NHRA and Norwalk workers initially mopped, dried, vacuumed, blew, and toiled over the water, but every time that they cleared a crack, the water quickly seeped topside.
It was like a nightmarish game of Whack-A-Mole as water kept reappearing or popping up in other places every time backs were turned.
To make matters worse, a huge rainstorm was bearing down on the facility that only promised to add to our woes.
The great thing about the people in the sport is their vast expertise. Jim Head, an engineer by trade, weighed in with his opinion on how to improve the drainage. After a Caterpillar unit on display on the Manufacturers Midway was brought to the scene, Top Alcohol Funny Car champ Frank Manzo, who runs a construction business, hopped aboard and commenced the digging before being replaced later by a local Cat dealer. A large trench a couple of hundred feet long – and several perpendicular to the track -- was dug alongside the right guardwall to give the water somewhere to run to from under the track.

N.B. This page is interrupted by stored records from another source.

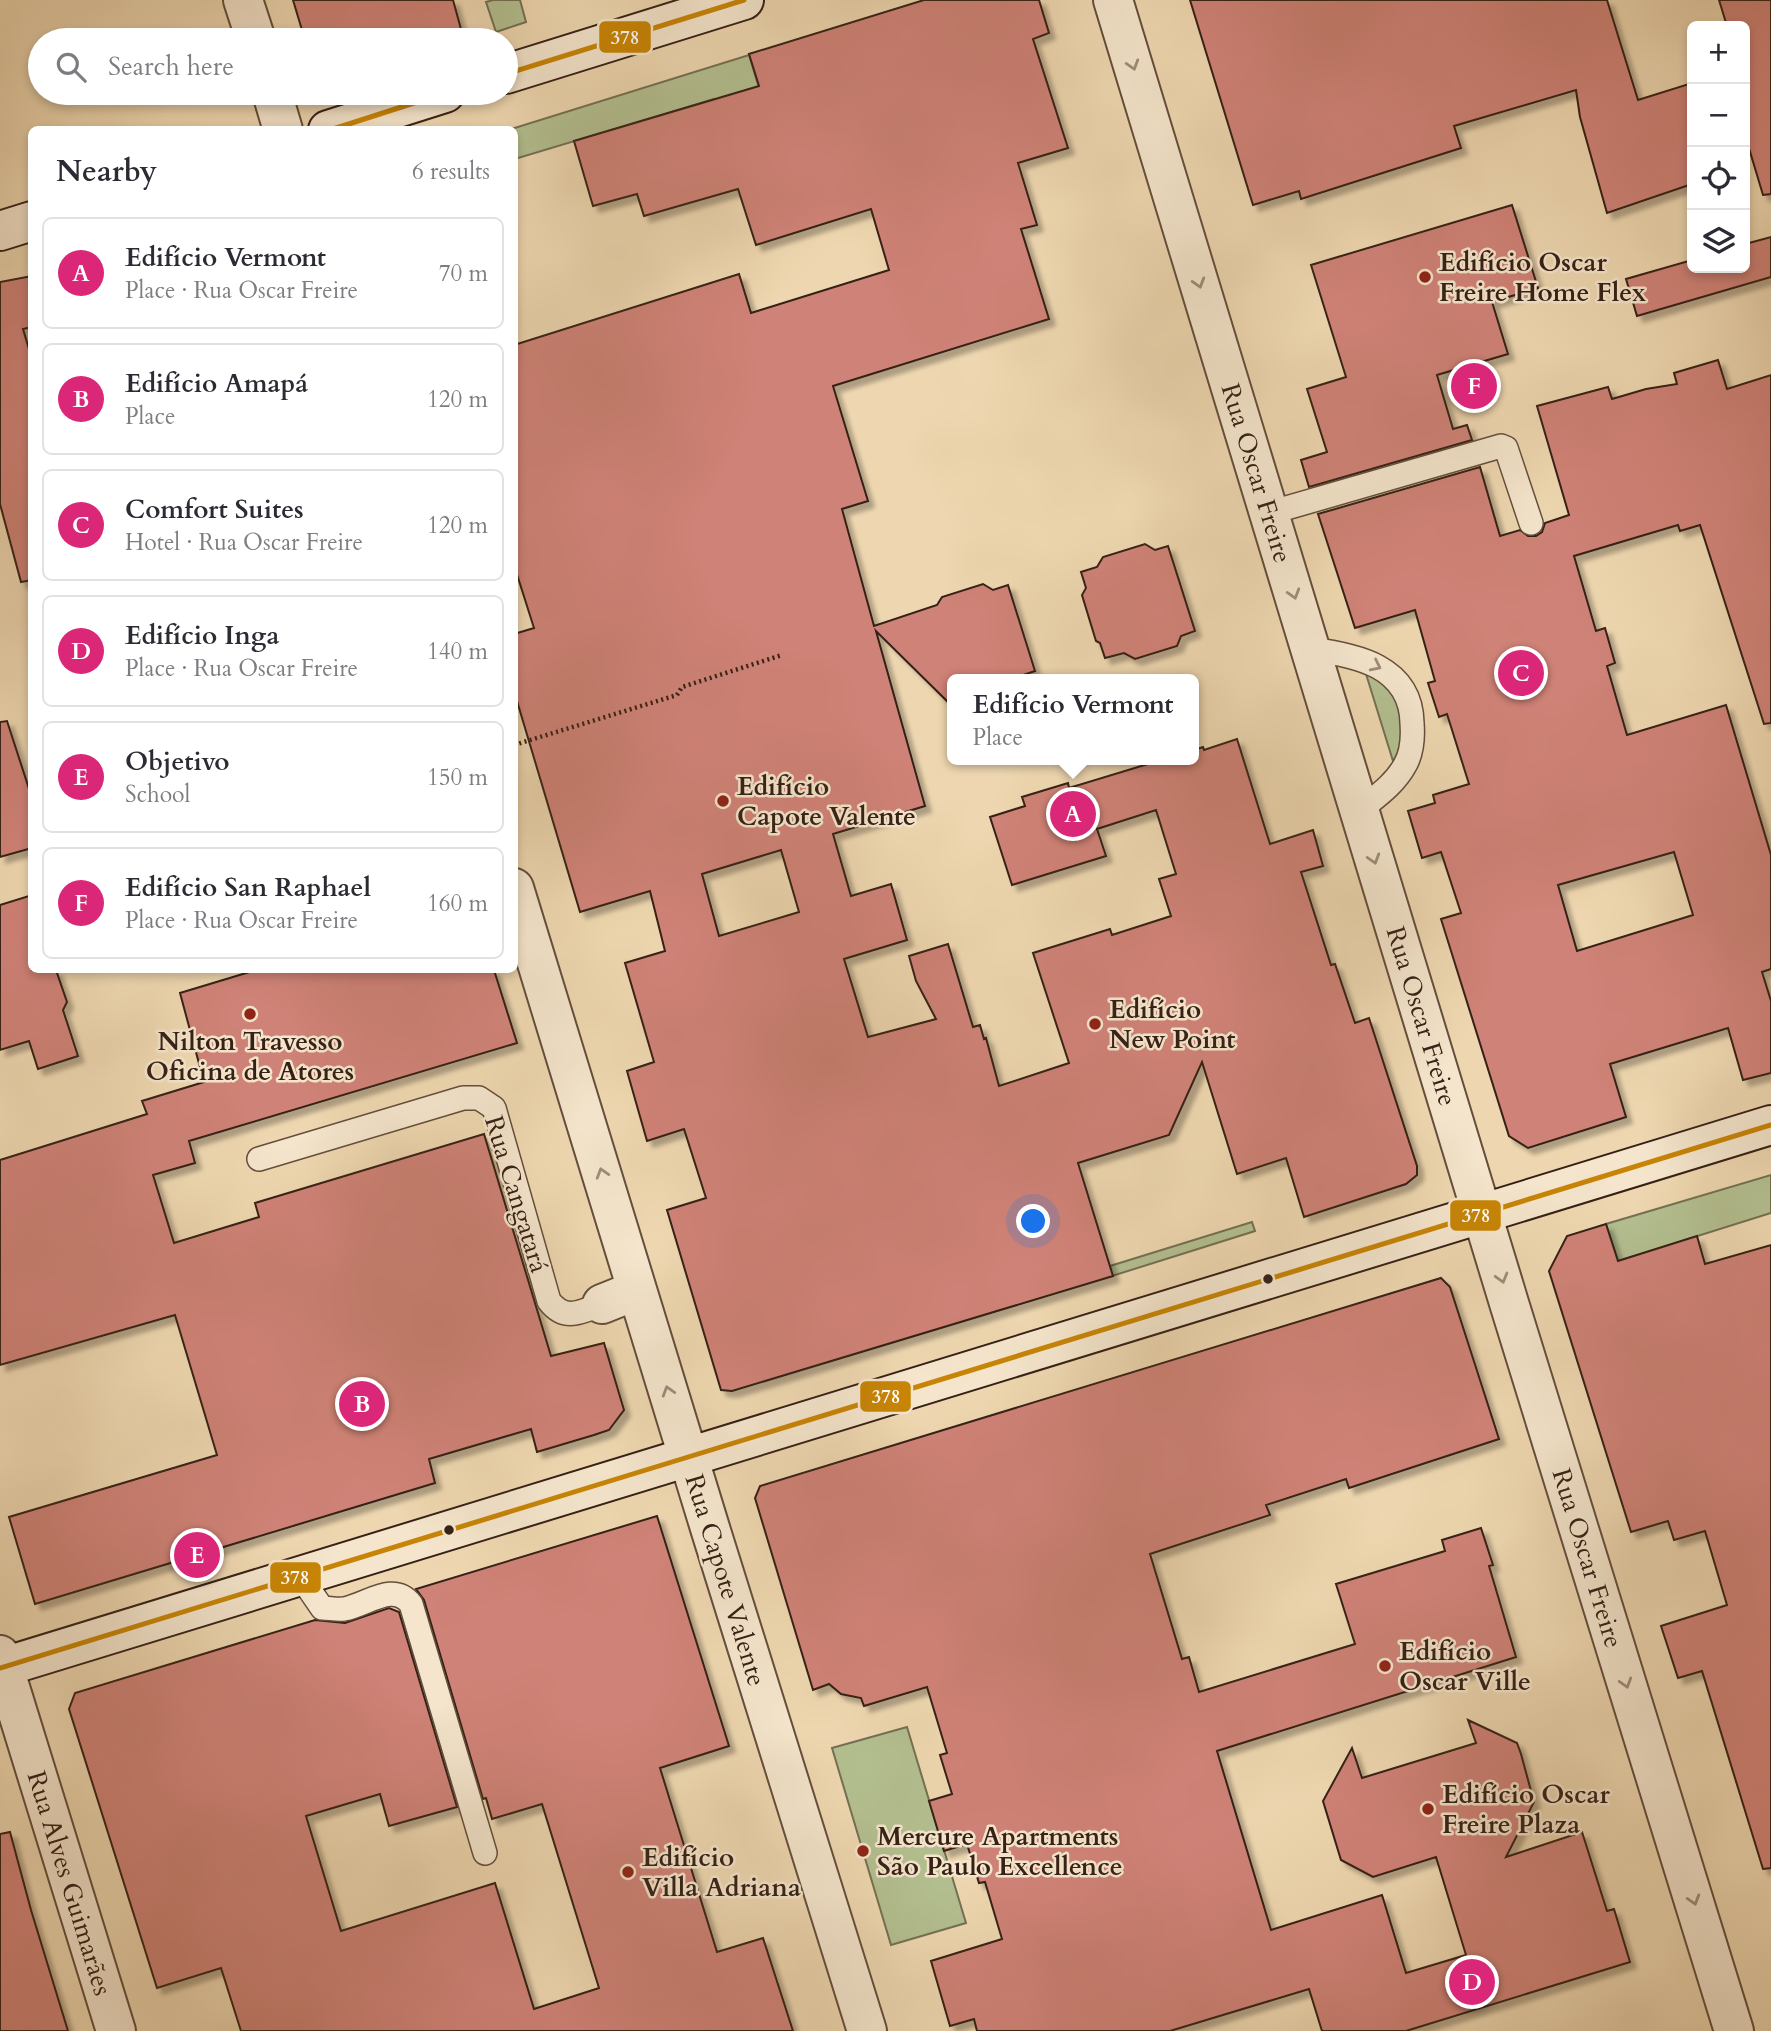 <!DOCTYPE html>
<meta charset="utf-8">
<style>
:root{--surface:#fff;--page:#f7f7f7;--text:#2b2b33;--muted:#7c7c81;--line:#e1e1e2;--accent:#db2777}
body{margin:0;font-family:Cardo,serif;background:var(--page);color:var(--text)}
.controls{position:absolute;right:21px;top:21px;display:grid;overflow:hidden;border-radius:10px;box-shadow:0 4px 10px #0003}
.controls button{width:63px;height:63px;display:grid;place-items:center;padding:0;border:0;border-bottom:2px solid var(--line);background:var(--surface);color:var(--text);font:35px sans-serif}
.you{position:absolute;left:1034px;top:1222px;width:24px;height:24px;margin:-18px;border:5px solid #fff;border-radius:50%;background:#1a73e8;box-shadow:0 0 0 10px #1a73e833}
.badge{display:grid;place-items:center;width:46px;height:46px;border-radius:50%;background:var(--accent);color:#fff;font-size:23px;font-weight:700}
.pin{position:absolute;translate:-50% -50%;border:4px solid #fff;box-shadow:0 2px 7px #0006}
.popup{position:absolute;left:947px;top:674px;width:252px;height:91px;box-sizing:border-box;display:grid;place-content:center;border-radius:10px;background:var(--surface);filter:drop-shadow(0 2px 5px #0005);font-size:23px;white-space:nowrap;color:var(--muted)}
.popup b{font-size:26px;color:var(--text)}
.popup::after{content:'';position:absolute;left:50%;top:100%;margin-left:-14px;border:14px solid transparent;border-top-color:var(--surface)}
.list{margin:0;padding:0;list-style:none}
h2{display:flex;justify-content:space-between;align-items:center;height:91px;margin:0;padding:0 28px;font-size:30px}
h2 small{font-size:23px;font-weight:400;color:var(--muted)}
.list li{display:grid;grid-template-columns:46px 1fr auto;gap:21px;align-items:center;box-sizing:border-box;height:112px;margin:0 14px 14px;padding:0 14px;border:2px solid var(--line);border-radius:10px}
.list b{display:block;font-size:26px;white-space:nowrap}
.list p{margin:0;font-size:23px;white-space:nowrap;color:var(--muted)}
.list em{font-size:23px;font-style:normal;color:var(--muted)}
.icon{flex:none;width:38px;height:38px;fill:none;stroke:currentColor;stroke-width:2;stroke-linecap:round;stroke-linejoin:round}
.map{position:relative;flex:none;width:1771px;height:2031px;overflow:hidden}
.search{position:absolute;background:var(--surface);box-shadow:0 4px 10px #0003;left:28px;top:28px;width:490px;height:77px;display:flex;align-items:center;gap:18px;box-sizing:border-box;padding:0 24px;border-radius:38px;color:var(--muted);font-size:26px}
.panel{position:absolute;background:var(--surface);box-shadow:0 4px 10px #0003;left:28px;top:126px;width:490px;height:847px;border-radius:10px}
.map>svg:first-child{display:block}
.green{fill:#b3bf90;stroke:#747053;stroke-width:2}
.building{fill:#cf8277;stroke:#362016;stroke-width:2;fill-rule:evenodd;filter:url(#shadow)}
.lines{fill:none;stroke-linecap:round;stroke-linejoin:round}
.service-casing{stroke:#644e3c;stroke-width:26}
.minor-casing{stroke:#644e3c;stroke-width:42}
.tertiary-casing{stroke:#644e3c;stroke-width:42}
.secondary-casing{stroke:#362016;stroke-width:42}
.path{stroke:#362016;stroke-width:4.5;stroke-dasharray:2 3.5;stroke-linecap:butt}
.service{stroke:#f4e5cc;stroke-width:23}
.minor{stroke:#f4e5cc;stroke-width:38}
.tertiary{stroke:#f4e5cc;stroke-width:38}
.secondary{stroke:#f4e5cc;stroke-width:38}
.bus-1-casing{stroke:#f4e5cc;stroke-width:10}
.bus-1{stroke:#c78406;stroke-width:5}
.oneway{stroke:#9e8c7a}
.poi-dot{fill:#8f2418;stroke:#f4e5cc;stroke-width:2.5}
.bus-dot{fill:#362016;stroke:#f4e5cc;stroke-width:2.5}
.labels{text-anchor:middle;stroke-width:5;stroke-linejoin:round;paint-order:stroke}
.poi-label{font-size:26px;font-weight:bold;fill:#362016;stroke:#f4e5cc;text-anchor:start}
.street-label{font-size:26px;fill:#362016;stroke:#f4e5cc}
.line-badge{stroke:#f4e5cc;stroke-width:2.5}
.badge-label{font-size:19px;text-anchor:middle;font-weight:bold;fill:#fff}
</style>
<div class="map">
<svg width="1771" height="2031" viewBox="0 0 1771 2031">
<defs>
<filter id="shadow"><feDropShadow dx="6" dy="6" stdDeviation="2" flood-color="#0004"/></filter>
</defs>
<rect width="100%" height="100%" fill="#eed7b0"/>
<filter id="stains"><feTurbulence type="fractalNoise" baseFrequency=".00286" numOctaves="4"/><feColorMatrix values="0 0 0 0 .2 0 0 0 0 .09 0 0 0 0 .02 0 0 0 .5 -.17"/></filter>
<radialGradient id="worn" r=".72"><stop offset=".6" stop-color="#630" stop-opacity="0"/><stop offset="1" stop-color="#630" stop-opacity=".3"/></radialGradient>
<path class="green" d="M493,0h27l6,22 -30,10 -10,-30z
M749,55l29,95 -44,14 -20,-65 -199,60 -1,-29h-6z
M1366,674l12,3 17,15 10,37 -6,23 -6,9z
M1771,1175v38l-153,48 -12,-37z
M1252,1222l3,9 -143,45 -2,-10z
M907,1727l59,196 -75,22 -59,-197z"/>
<path class="building" d="M293,0h160l11,40h-159z
M924,0h115l10,33 -16,6 35,109 -50,15 19,62 -16,4 28,90 -216,67 35,115 -26,8 32,117 63,-21 5,-8 41,-13 10,6 15,-5 27,86 -15,5 -2,3h-66v27l-76,-75 49,175 -92,28 18,62 40,-12 16,56 -63,19 24,78 68,-18 -20,-38 -7,-25 39,-12 25,83 7,-2 4,14 2,-1 13,48 70,-23 -36,-110 77,-24 2,6 59,-19 -12,-37 17,-5 -20,-64 -59,19 9,27 -94,29 -22,-68 35,-11 -3,-9 46,-14 1,5 92,-28h33v-10l9,-3 1,3 33,-11 33,105 43,-14 10,36 -22,6 30,93 4,-1 20,59 14,-5 48,148v9l-11,9 -102,33 -18,-59 -49,16 -35,-112 -33,73 -91,28 35,113 -381,115 -11,-1 -54,-180 39,-12 -22,-69 -37,12 -20,-70 27,-9 -29,-99 40,-12 -15,-60 -70,21 -66,-221v-57l20,-6 -20,-63v-220l225,-71 12,39 138,-43 -18,-61 -115,36 -18,-56 -94,27 -7,-22 -44,12 -19,-65 185,-55 -10,-32zM781,850l18,62 -80,24 -17,-62z
M1190,0h417l31,100 54,-17v101l-85,29 -27,-96 -4,-27 -122,36 7,22 -160,51 -2,-8 -46,14z
M1719,0h52v194l-8,1 -18,-60v-109h-18z
M1512,205l26,83 -46,14 16,52 -71,21 16,54 14,-4 5,15 -163,47 -8,-27 26,-8 -20,-63 39,-12 -35,-112z
M1771,237v40l-134,39 -11,-37 66,-19v8h53v-24z
M32,276v51l-9,2 9,30v221l-11,2 -21,-78v-222z
M1718,360l9,29 44,-14v348l-7,1 -64,-199 -20,6 -2,-6 -104,31 22,75 9,-3 10,35 -8,3 20,69 99,-30 45,150v114l-9,3 9,29v72l-28,7 -15,-52 -118,36 16,53 -98,31 -19,-12 -68,-217 20,-6 -20,-61 -19,6 -14,-47 27,-8 -2,-8 36,-11 -22,-70 -8,3 -11,-34 7,-2 -20,-71 -60,18 -37,-114 162,-47 20,69 20,-6 8,6h8l6,-4 3,-9 24,-8 -32,-109 71,-19 4,12 34,-10 31,-5 -3,-11zM1674,852l19,63 -116,36 -19,-66z
M1145,544l10,6 13,-4 27,85 -14,5 -4,10 -42,13 -11,-6 -19,5 -5,-15 -4,-2 -14,-46 4,-7 -5,-16 16,-5 6,-10z
M7,721l25,77v50l-32,9v-135z
M32,895v75h24l11,32 -4,8 15,46 -40,13 -9,-28 -29,9v-145z
M256,970h238l23,73 -328,98 6,22 -42,12 21,68 85,-26 -4,-14 229,-69 67,222 53,-13 20,67 -15,20 -15,5 -57,17 -6,-23 -102,30 6,24 -400,121 -26,-87 208,-62 -42,-140 -175,50v-205l147,-46 -5,-13 62,-19 -24,-89z
M1606,1224l12,37 79,-25 8,28 66,-19v623l-8,1 -61,-198 -24,7 -17,-52 66,-21 -22,-74 -31,9 -6,-19 -37,11 -82,-261 18,-35z
M1441,1278l9,9 49,152 -150,49 -3,-9 -80,26 4,10 -120,39 32,105 7,-2 10,35 156,-48 -19,-60 109,-33 -3,-11 39,-12 12,37 -4,1 27,91 -299,94 54,179 111,-35 24,78 60,-18 -30,-98 -63,20 -32,-17 -18,-59 29,-53 10,30 114,-35 -8,-23 49,23 4,11 13,48 -28,55 76,-25 25,79 7,-2 16,53 -224,69h-84l-13,-42 -139,42h-193l-3,-12 -24,7 -19,-65 71,-22 -17,-57 -6,1 -12,-39 -23,7 -15,-50 23,-7 -12,-39 7,-2 -20,-66 -63,19 -3,-8 -20,-4 -12,-10 -16,6 -58,-192 5,-12z
M657,1516l72,230 -69,22 57,184 46,-14 30,93h-552l-20,-63 -64,20 -88,-279 6,-16 240,-73 30,3 44,-15 10,4 58,195 -68,19 -9,-32 -74,22 35,115 154,-48 39,126 65,-21 -57,-184 -50,15 -6,-21 -3,1 -59,-199 -8,-11z
M10,1832l21,78 37,121h-68v-197z"/>
<g class="lines">
<defs>
<path id="service" d="M1269,513l232,-67 5,2 25,75
M1310,649c46,6 101,17 102,74 1,13 0,30 -7,42 -10,19 -29,32 -45,45
M259,1159l204,-61h16l15,10 55,193c16,21 32,11 53,3
M300,1576l22,32c7,0 15,2 22,1 23,-4 49,-28 67,-5l74,249"/>
<path id="minor" d="M243,0l13,40
M272,93l11,37
M514,888l196,640 157,503
M602,1304l35,-14
M0,1655l116,376"/>
<path id="tertiary" d="M1113,0l396,1303 225,728"/>
<path id="secondary" d="M506,74l238,-74
M328,130l117,-37
M0,231l32,-10
M0,1668l1771,-543"/>
</defs>
<use href="#service" class="service-casing"/>
<use href="#minor" class="minor-casing"/>
<use href="#tertiary" class="tertiary-casing"/>
<use href="#secondary" class="secondary-casing"/>
<path class="path" d="M514,745l163,-50 5,-8 100,-32"/>
<use href="#service" class="service"/>
<use href="#minor" class="minor"/>
<use href="#tertiary" class="tertiary"/>
<use href="#secondary" class="secondary"/>
<defs>
<path id="bus-1" d="M506,74l238,-74
M330,130l115,-37
M0,1668l1771,-543"/>
</defs>
<use href="#bus-1" class="bus-1-casing"/>
<use href="#bus-1" class="bus-1"/>
</g>
<defs><path id="oneway-chevron" d="M-2-3.5L2.5 0L-2 3.5" fill="none" stroke-width="1.6" stroke-linecap="round" stroke-linejoin="round" transform="scale(1.75)"/></defs>
<g class="oneway">
<use href="#oneway-chevron" transform="translate(1133 65) rotate(73)"/>
<use href="#oneway-chevron" transform="translate(1199 283) rotate(73)"/>
<use href="#oneway-chevron" transform="translate(1294 594) rotate(73)"/>
<use href="#oneway-chevron" transform="translate(1376 666) rotate(26)"/>
<use href="#oneway-chevron" transform="translate(1374 859) rotate(73)"/>
<use href="#oneway-chevron" transform="translate(602 1173) rotate(-107)"/>
<use href="#oneway-chevron" transform="translate(1502 1278) rotate(74)"/>
<use href="#oneway-chevron" transform="translate(668 1391) rotate(-107)"/>
<use href="#oneway-chevron" transform="translate(1626 1683) rotate(73)"/>
<use href="#oneway-chevron" transform="translate(1694 1900) rotate(73)"/>
</g>
<g class="poi-dot">
<circle cx="1425" cy="277" r="7"/>
<circle cx="723" cy="801" r="7"/>
<circle cx="250" cy="1014" r="7"/>
<circle cx="1095" cy="1024" r="7"/>
<circle cx="1385" cy="1666" r="7"/>
<circle cx="1428" cy="1809" r="7"/>
<circle cx="863" cy="1851" r="7"/>
<circle cx="628" cy="1872" r="7"/>
</g>
<g class="bus-dot">
<circle cx="1268" cy="1279" r="6"/>
<circle cx="449" cy="1530" r="6"/>
</g>
<g class="labels">
<g class="poi-label">
<text x="1439" y="271">Edifício Oscar<tspan x="1439" dy="30">Freire Home Flex</tspan></text>
<text x="737" y="795">Edifício<tspan x="737" dy="30">Capote Valente</tspan></text>
<text x="1109" y="1018">Edifício<tspan x="1109" dy="30">New Point</tspan></text>
<text x="250" y="1050" text-anchor="middle">Nilton Travesso<tspan x="250" dy="30">Oficina de Atores</tspan></text>
<text x="1399" y="1660">Edifício<tspan x="1399" dy="30">Oscar Ville</tspan></text>
<text x="1442" y="1803">Edifício Oscar<tspan x="1442" dy="30">Freire Plaza</tspan></text>
<text x="877" y="1845">Mercure Apartments<tspan x="877" dy="30">São Paulo Excellence</tspan></text>
<text x="642" y="1866">Edifício<tspan x="642" dy="30">Villa Adriana</tspan></text>
</g>
<g class="street-label">
<text transform="translate(1257 473) rotate(73)" y="9">Rua Oscar Freire</text>
<text transform="translate(1422 1016) rotate(73)" y="9">Rua Oscar Freire</text>
<text transform="translate(517 1194) rotate(73)" y="9">Rua Cangatará</text>
<text transform="translate(1588 1558) rotate(73)" y="9">Rua Oscar Freire</text>
<text transform="translate(726 1580) rotate(73)" y="9">Rua Capote Valente</text>
<text transform="translate(70 1883) rotate(73)" y="9">Rua Alves Guimarães</text>
</g>
</g>
<g class="line-badge">
<rect x="598" y="20" width="54" height="34" rx="7" fill="#c78406"/>
<rect x="1449" y="1199" width="53" height="33" rx="7" fill="#c78406"/>
<rect x="859" y="1380" width="53" height="33" rx="7" fill="#c78406"/>
<rect x="269" y="1561" width="53" height="33" rx="7" fill="#c78406"/>
</g>
<g class="badge-label">
<text x="625" y="44">378</text>
<text x="1476" y="1222">378</text>
<text x="886" y="1403">378</text>
<text x="295" y="1584">378</text>
</g>
<rect width="100%" height="100%" filter="url(#stains)"/>
<rect width="100%" height="100%" fill="url(#worn)"/>
</svg>
<div class="controls">
<button>+</button>
<button>−</button>
<button><svg class="icon" aria-label="locate" viewBox="0 0 24 24"><circle cx="12" cy="12" r="6"/><path d="M12 2v4M12 18v4M2 12h4M18 12h4"/></svg></button>
<button><svg class="icon" aria-label="layers" viewBox="0 0 24 24"><path d="M12 4l9 5-9 5-9-5zM3 14l9 5 9-5"/></svg></button>
</div>
<div class="you"></div>
<div class="pin badge" style="left:1073px;top:814px">A</div>
<div class="popup"><b>Edifício Vermont</b>Place</div>
<div class="pin badge" style="left:362px;top:1404px">B</div>
<div class="pin badge" style="left:1521px;top:673px">C</div>
<div class="pin badge" style="left:1472px;top:1982px">D</div>
<div class="pin badge" style="left:197px;top:1555px">E</div>
<div class="pin badge" style="left:1474px;top:386px">F</div>
<div class="search"><svg class="icon" aria-label="search" viewBox="0 0 24 24"><circle cx="10" cy="10" r="6"/><path d="M15 15l6 6"/></svg>Search here</div>
<section class="panel">
<h2>Nearby<small>6 results</small></h2>
<ul class="list">
<li><span class="badge">A</span><div><b>Edifício Vermont</b><p>Place · Rua Oscar Freire</p></div><em>70 m</em></li>
<li><span class="badge">B</span><div><b>Edifício Amapá</b><p>Place</p></div><em>120 m</em></li>
<li><span class="badge">C</span><div><b>Comfort Suites</b><p>Hotel · Rua Oscar Freire</p></div><em>120 m</em></li>
<li><span class="badge">D</span><div><b>Edifício Inga</b><p>Place · Rua Oscar Freire</p></div><em>140 m</em></li>
<li><span class="badge">E</span><div><b>Objetivo</b><p>School</p></div><em>150 m</em></li>
<li><span class="badge">F</span><div><b>Edifício San Raphael</b><p>Place · Rua Oscar Freire</p></div><em>160 m</em></li>
</ul>
</section>
</div>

Grooves also were recut horizontally in the track to aid the blowing of water to the trench.
Every manner of sweeping and track drying, flame-throwing equipment was put into action to repeatedly go over the areas, and when the anticipated storm fizzled and drifted south, things looked promising.
So typical of his nature, Bader himself was not only supervising but was hands on as well, helping vacuum water out of holes drilled through the surface.
“In my entire history I’ve never seen the volume of water come up through the racetrack that I have seen today,” he said later. Bader has owned the track since 1974.
Just as it looked like the situation was under control and NHRA Senior Vice President-Racing Operations Graham Light had issued a 10-minute alert, water also was coming up at places on the actual quarter-mile, which also were quickly attended to, but, again, at this point it seemed like a losing battle was being waged.
As night set in and no complete resolution was in sight, NHRA officials made the decision at about 9:15 that, in consideration for the safety of the competitors, racing was done for the day.
A heartsick Bader got onto the PA and made and long and passionate apology to the fans who have helped the track grow over the years and guaranteed fans a complete voucher for the day and then turned loose an impressive fireworks display as a final "thank you" to the fans who sat patiently for hours waiting for the action to resume.
Tomorrow's going to be a busy day as we play catch up, but it won't be from the lack of effort after an heroic day of trying to plug the unpluggable.